Saved data entries
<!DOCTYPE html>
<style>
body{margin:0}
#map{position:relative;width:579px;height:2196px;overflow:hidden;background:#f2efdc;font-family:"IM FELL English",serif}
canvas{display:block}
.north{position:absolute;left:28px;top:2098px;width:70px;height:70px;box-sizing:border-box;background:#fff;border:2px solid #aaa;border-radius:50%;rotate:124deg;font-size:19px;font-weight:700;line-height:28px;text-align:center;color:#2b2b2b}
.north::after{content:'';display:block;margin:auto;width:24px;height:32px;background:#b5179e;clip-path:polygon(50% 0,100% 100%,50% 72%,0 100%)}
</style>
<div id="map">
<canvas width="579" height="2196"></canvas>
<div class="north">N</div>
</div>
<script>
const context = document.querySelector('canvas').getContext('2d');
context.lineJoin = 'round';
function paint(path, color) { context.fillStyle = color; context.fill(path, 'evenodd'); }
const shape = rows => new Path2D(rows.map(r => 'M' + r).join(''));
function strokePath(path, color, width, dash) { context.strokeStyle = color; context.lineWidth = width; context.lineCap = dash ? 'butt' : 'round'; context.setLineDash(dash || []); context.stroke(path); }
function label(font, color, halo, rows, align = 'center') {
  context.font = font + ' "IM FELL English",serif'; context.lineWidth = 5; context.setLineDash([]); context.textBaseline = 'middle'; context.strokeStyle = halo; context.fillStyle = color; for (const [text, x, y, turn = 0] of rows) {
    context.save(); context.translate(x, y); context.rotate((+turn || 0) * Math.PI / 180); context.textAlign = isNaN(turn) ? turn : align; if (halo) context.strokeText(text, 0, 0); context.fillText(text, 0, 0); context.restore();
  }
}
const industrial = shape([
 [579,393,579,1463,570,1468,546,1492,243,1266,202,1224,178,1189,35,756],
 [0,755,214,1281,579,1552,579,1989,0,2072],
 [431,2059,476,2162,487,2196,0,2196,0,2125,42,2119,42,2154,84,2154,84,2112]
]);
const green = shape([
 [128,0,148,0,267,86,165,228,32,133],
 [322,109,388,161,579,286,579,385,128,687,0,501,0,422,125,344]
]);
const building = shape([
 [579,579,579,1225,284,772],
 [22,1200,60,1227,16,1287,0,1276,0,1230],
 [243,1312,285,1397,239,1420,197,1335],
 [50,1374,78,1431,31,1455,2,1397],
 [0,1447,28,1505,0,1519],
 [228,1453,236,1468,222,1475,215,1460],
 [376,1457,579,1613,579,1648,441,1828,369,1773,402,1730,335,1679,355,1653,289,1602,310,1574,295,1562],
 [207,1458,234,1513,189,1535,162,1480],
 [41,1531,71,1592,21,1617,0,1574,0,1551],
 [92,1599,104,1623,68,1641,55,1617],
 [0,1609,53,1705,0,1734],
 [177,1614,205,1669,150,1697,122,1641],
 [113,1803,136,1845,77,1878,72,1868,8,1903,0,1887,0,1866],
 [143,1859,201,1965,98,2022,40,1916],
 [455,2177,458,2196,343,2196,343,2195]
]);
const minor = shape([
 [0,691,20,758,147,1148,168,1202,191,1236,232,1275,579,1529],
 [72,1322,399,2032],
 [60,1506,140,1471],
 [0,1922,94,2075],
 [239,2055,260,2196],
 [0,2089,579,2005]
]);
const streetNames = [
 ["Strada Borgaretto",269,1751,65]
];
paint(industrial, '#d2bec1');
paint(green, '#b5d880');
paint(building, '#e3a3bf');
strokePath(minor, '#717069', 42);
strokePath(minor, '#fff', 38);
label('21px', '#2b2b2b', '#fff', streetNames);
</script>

Problem details. Repeat only what lies between the first line of the data and the line containing "function paint(path, color)", both of those lines included, exactly as it stands.

Answer box.
<!DOCTYPE html>
<style>
body{margin:0}
#map{position:relative;width:579px;height:2196px;overflow:hidden;background:#f2efdc;font-family:"IM FELL English",serif}
canvas{display:block}
.north{position:absolute;left:28px;top:2098px;width:70px;height:70px;box-sizing:border-box;background:#fff;border:2px solid #aaa;border-radius:50%;rotate:124deg;font-size:19px;font-weight:700;line-height:28px;text-align:center;color:#2b2b2b}
.north::after{content:'';display:block;margin:auto;width:24px;height:32px;background:#b5179e;clip-path:polygon(50% 0,100% 100%,50% 72%,0 100%)}
</style>
<div id="map">
<canvas width="579" height="2196"></canvas>
<div class="north">N</div>
</div>
<script>
const context = document.querySelector('canvas').getContext('2d');
context.lineJoin = 'round';
function paint(path, color) { context.fillStyle = color; context.fill(path, 'evenodd'); }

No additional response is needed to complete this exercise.